We have myriad memories of Surf starting from just after he was born in 1996. On a cold, clear beautiful day in February we found ourselves in Johnstone Strait and came across his family travelling east toward the Ecological Reserve. There was a fresh fall of snow on the mountains and the sea was dark and still in the late afternoon. Holly was with baby Surf but protectively not letting us near. We stood back to give her space and they went on their way.
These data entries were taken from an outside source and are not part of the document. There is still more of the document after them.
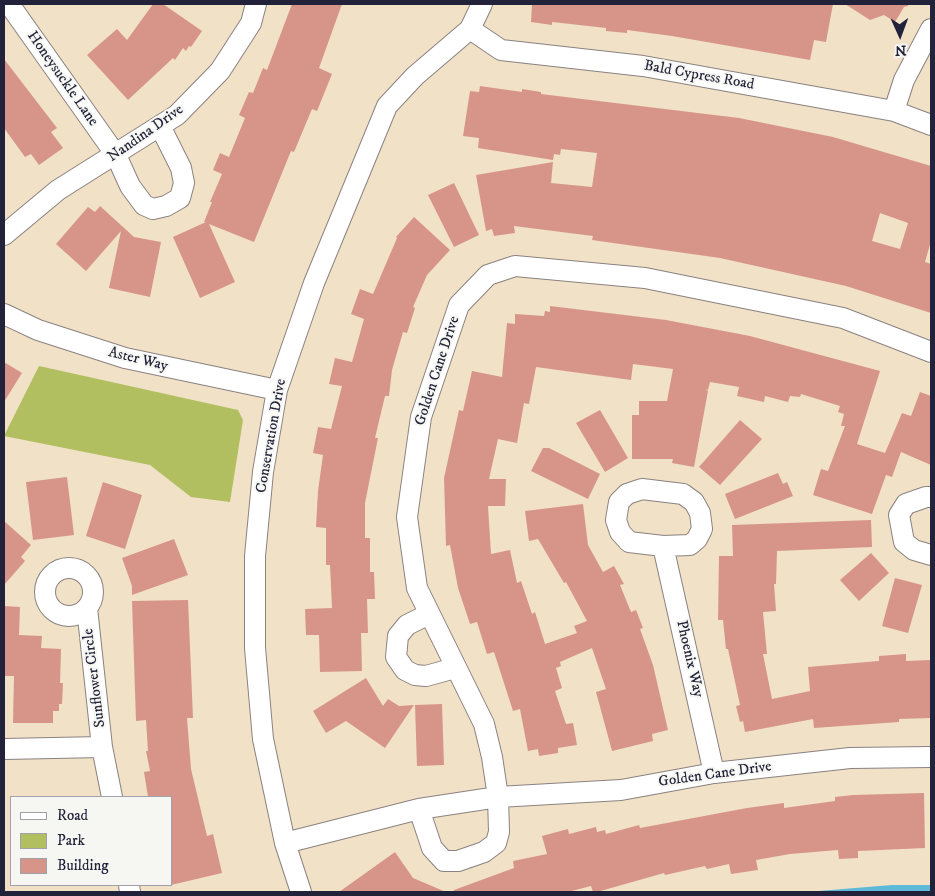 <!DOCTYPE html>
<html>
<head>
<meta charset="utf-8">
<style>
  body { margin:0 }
  #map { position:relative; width:935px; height:896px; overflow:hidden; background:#f1e1c6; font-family:"IM FELL DW Pica",serif }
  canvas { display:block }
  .frame { position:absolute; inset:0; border:5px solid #22223b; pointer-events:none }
  .legend { position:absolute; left:10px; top:796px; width:162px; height:90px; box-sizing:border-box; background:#f6f6f2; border:1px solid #a1a1a9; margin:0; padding:6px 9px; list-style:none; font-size:15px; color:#22223b }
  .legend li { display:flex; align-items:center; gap:10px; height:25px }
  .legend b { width:25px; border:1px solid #a1a1a9 }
  .north { position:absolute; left:875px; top:10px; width:50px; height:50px; -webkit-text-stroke:4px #f6f6f2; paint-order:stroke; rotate:178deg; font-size:14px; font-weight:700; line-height:20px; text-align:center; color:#22223b }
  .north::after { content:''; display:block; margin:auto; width:18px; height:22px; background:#22223b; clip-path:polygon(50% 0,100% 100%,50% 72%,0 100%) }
</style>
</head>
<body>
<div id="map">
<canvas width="935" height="896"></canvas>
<div class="frame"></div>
<ul class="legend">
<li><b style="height:6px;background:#fff"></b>Road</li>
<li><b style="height:14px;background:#b1bf61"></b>Park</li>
<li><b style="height:14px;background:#d79589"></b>Building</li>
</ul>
<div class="north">N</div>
</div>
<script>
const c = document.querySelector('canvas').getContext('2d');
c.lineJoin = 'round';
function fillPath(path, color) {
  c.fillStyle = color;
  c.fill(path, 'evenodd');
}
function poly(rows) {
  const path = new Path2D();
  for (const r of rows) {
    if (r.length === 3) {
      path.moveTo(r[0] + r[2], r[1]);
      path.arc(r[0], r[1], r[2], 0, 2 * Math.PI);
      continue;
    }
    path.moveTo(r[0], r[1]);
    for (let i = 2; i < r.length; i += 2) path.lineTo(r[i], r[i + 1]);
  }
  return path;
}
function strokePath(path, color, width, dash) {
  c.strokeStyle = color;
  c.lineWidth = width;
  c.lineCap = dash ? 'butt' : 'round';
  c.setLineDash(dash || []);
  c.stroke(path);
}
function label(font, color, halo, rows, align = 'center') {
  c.font = font + ' "IM FELL DW Pica",serif';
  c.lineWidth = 4;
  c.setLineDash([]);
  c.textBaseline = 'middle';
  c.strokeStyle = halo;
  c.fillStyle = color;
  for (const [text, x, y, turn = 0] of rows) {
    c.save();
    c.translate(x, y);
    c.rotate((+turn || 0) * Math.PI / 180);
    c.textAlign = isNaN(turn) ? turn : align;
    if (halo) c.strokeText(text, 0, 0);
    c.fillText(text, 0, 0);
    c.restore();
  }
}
const green = poly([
  [39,366,238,410,243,420,230,502,191,497,150,465,4,436]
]);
const water = poly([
  [892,885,931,885,931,892,806,892]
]);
const building = poly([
  [153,4,163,4,202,31,191,47,189,46,186,51,183,48,175,60,173,58,128,100,87,55,117,29,127,40],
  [292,4,342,4,319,68,332,74,317,111,312,109,294,152,291,151,254,242,209,224,235,282,200,298,173,237,206,222,204,222,212,202,210,202,222,174,213,170,220,153,229,157,245,118,239,115,249,92,253,93,263,68,267,70],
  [532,4,833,4,826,42,814,40,810,60,672,36,627,30,627,33,606,31,606,28,552,22,552,25,531,22],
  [845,4,908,4,908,6,904,7,895,22,884,15,870,20],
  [4,59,57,128,51,132,63,148,39,165,31,154,25,157,4,128],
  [480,86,522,92,522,89,541,92,541,94,739,118,833,137,931,166,931,241,925,262,931,264,931,313,846,286,720,258,592,240,593,236,514,226,515,233,494,236,492,229,486,231,476,175,553,162,551,183,592,187,597,153,561,149,560,155,554,154,553,160,478,148,479,138,463,136,470,91,479,92],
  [880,213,908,223,900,249,872,241],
  [454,183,479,235,454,247,428,195],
  [100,206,134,237,161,242,150,297,109,288,121,231,86,271,56,244,88,207,95,212],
  [414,217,450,250,427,275,413,307,415,308,407,333,403,332,392,370,389,396,385,396,375,438,378,438,365,503,365,538,370,538,370,572,374,572,375,599,367,599,368,633,361,633,362,671,320,672,319,635,306,635,305,609,332,608,330,565,326,565,326,528,316,527,318,491,323,455,313,453,318,427,331,429,342,386,329,384,335,358,352,362,364,319,351,314,360,289,373,294,397,238,396,237],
  [550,306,666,320,750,336,880,371,857,444,885,453,902,413,911,416,920,392,931,396,931,465,901,452,892,477,886,475,872,514,813,495,821,469,828,471,845,426,841,426,844,414,838,412,840,406,801,394,800,397,790,396,788,402,765,396,764,402,737,396,739,387,710,382,708,390,705,389,708,391,694,467,672,463,673,459,632,459,632,415,639,415,639,401,667,401,673,369,633,364,631,380,536,367,529,404,524,403,517,443,498,439,489,479,506,479,505,506,488,506,491,554,510,550,517,583,521,581,532,614,535,612,545,644,577,633,574,626,587,621,566,582,564,583,538,539,529,541,525,511,583,504,588,545,603,572,614,566,624,584,620,585,631,612,636,610,643,628,640,629,653,665,668,730,652,734,653,741,612,751,596,692,606,689,592,648,560,662,561,666,556,668,562,688,555,691,566,724,573,723,577,745,558,748,558,753,539,756,538,749,528,751,520,709,513,711,494,652,487,654,477,622,470,624,458,588,450,545,446,546,444,478,459,410,463,411,472,371,502,377,507,323,515,324,515,314,544,316,545,311,550,312],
  [4,362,22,373,4,402],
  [600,410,628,458,605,472,576,423],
  [740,420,762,439,720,485,699,467],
  [543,448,549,448,600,474,588,499,531,471],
  [778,473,783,484,787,482,793,496,735,519,725,494],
  [67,477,74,535,33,540,26,482],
  [103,482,142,495,125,549,86,536],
  [871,520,872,547,777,551,776,584,774,584,776,611,763,612,767,654,763,654,772,699,810,691,808,667,879,661,879,656,906,654,906,661,931,660,931,718,899,719,899,722,814,728,813,719,745,732,743,721,740,722,736,706,740,705,728,649,726,649,723,620,718,620,719,556,733,556,732,525],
  [4,521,31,545,21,557,25,561,4,585],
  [174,539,188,575,132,595,132,586,122,558],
  [871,553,889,573,859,601,840,580],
  [895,578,922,585,908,633,882,626],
  [188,600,193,718,187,718,191,769,207,836,213,834,222,873,171,885,171,797,148,797,144,772,150,771,146,751,148,751,146,720,136,721,132,601],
  [4,606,20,607,19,635,42,636,41,648,61,649,60,683,63,683,62,704,59,704,59,711,53,711,53,723,13,723,14,676,4,676],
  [366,678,383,706,388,699,399,706,414,705,385,748,346,721,326,733,313,711],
  [442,704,444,765,417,766,415,705],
  [924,793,925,848,858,851,858,858,839,859,838,850,790,854,756,860,758,870,731,874,729,864,707,869,705,866,665,875,664,873,597,892,593,892,591,886,568,892,454,892,454,890,514,868,513,861,547,854,542,836,568,829,569,834,596,827,597,832,605,830,606,834,639,825,640,828,747,808,784,803,784,808,835,801,835,797,853,795],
  [395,852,413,878,446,892,339,892]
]);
const street = poly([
  [9,4,116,155,130,186,144,205,153,209,166,206,180,198,184,183,181,168,160,126],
  [470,29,501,50,643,66,894,111,931,125],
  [894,111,904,80,931,29],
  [4,235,58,190,177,115,220,71,251,23,256,4],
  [4,314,38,330,125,358,277,390],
  [931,497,926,497,906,504,899,515,904,542,914,550,931,555],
  [663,546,690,545,697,539,702,529,700,513,694,502,683,494,642,489,627,494,619,502,616,520,620,532,629,542,663,546,714,773],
  [69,592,24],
  [87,608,102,747,112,797],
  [429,614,407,625,398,636,396,657,405,670,415,675,426,676,455,668],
  [4,749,102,747],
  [419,809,432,848,444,861,458,861,484,852,496,843,499,832,498,797,492,757,484,724,417,588,407,517,421,417,459,305,488,275,515,266,645,278,843,318,931,352],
  [285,843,419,809,498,797,621,790,714,773,850,758,931,757],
  [129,885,130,892],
  [301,892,285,843,263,739,255,648,255,556,263,472,277,390,314,283,387,106,415,76,470,29,482,4]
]);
const streetNames = [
  ["Bald Cypress Road",699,76,10],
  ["Honeysuckle Lane",62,79,55],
  ["Nandina Drive",146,134,-35],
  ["Aster Way",138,360,14],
  ["Golden Cane Drive",438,371,-72],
  ["Conservation Drive",272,436,-80],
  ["Phoenix Way",689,659,77],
  ["Sunflower Circle",95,678,-97],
  ["Golden Cane Drive",715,775,-8]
];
fillPath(green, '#b1bf61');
fillPath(water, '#5cb9da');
fillPath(building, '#d79589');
strokePath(street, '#8a8280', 22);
strokePath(street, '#fff', 20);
label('15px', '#22223b', '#f6f6f2', streetNames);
</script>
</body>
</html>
Trailing behind was Holly’s daughter Ivy travelling in the same direction with a lone dolphin. We would learn later that Ivy was probably very ill at the time as she died as the result of an infection that same winter, touchingly in Georgia Strait also. Fast forward, there was the time Surf, as an adult, deliberately put himself between an energetic research boat attempting repeatedly to “tag” his young sister Cameleon (A88). We watched his successful manoeuvres from the Lab deck, definitely siding with his efforts. Our memories include his multiple enjoyments of the rubbing beaches. Once, his huge dorsal fin neatly scraped past the “Main” beach underwater camera as he glided sideways over the the pebbles. That same distinctive dorsal fin also featured prominently in any family portrait – a focal point for all who looked. What can one say? Surf was 27 years old in 2022, just slightly under the average age for male orcas. He led a full life, enjoyed four other siblings after Ivy, and the nurturing protection Holly provided. We will now refocus our thoughts on the rumour and hope that 15 year old Cameleon has had a baby. If true this will be Holly’s second grand offspring.

So what of the rest of February? Earlier in the month we were treated to the return of Simoom’s family on 19 February. This was a unique event as Simoom’s family had never before come in February and was a great follow through to their visit late the previous November and December. This latest encounter lasted but one day as they ventured in, had a rub and then turned back and away. For a while that afternoon it seemed as if they might try to come back again but the current in the late afternoon proved too much and they retreated north. Our colleague Jared Towers, while documenting this encounter noticed that Misty’s two year old youngest, A130 (no nickname yet) is a male. This means Misty now has four sons! That’s a handful.

Bigg’s (Transient) orcas made their presence known a few times during the month as they searched for other marine mammals such as seals, dolphins and sea lions to feed on.

The sea lions were still abundant and still hauling out on the local rocks.

For our winter caretakers, Cam and Mat, February was their last full month at the Lab. We suspect they will carry with them many good memories as they have recognised the specialness of this small corner of the world in which they landed just a few short months ago.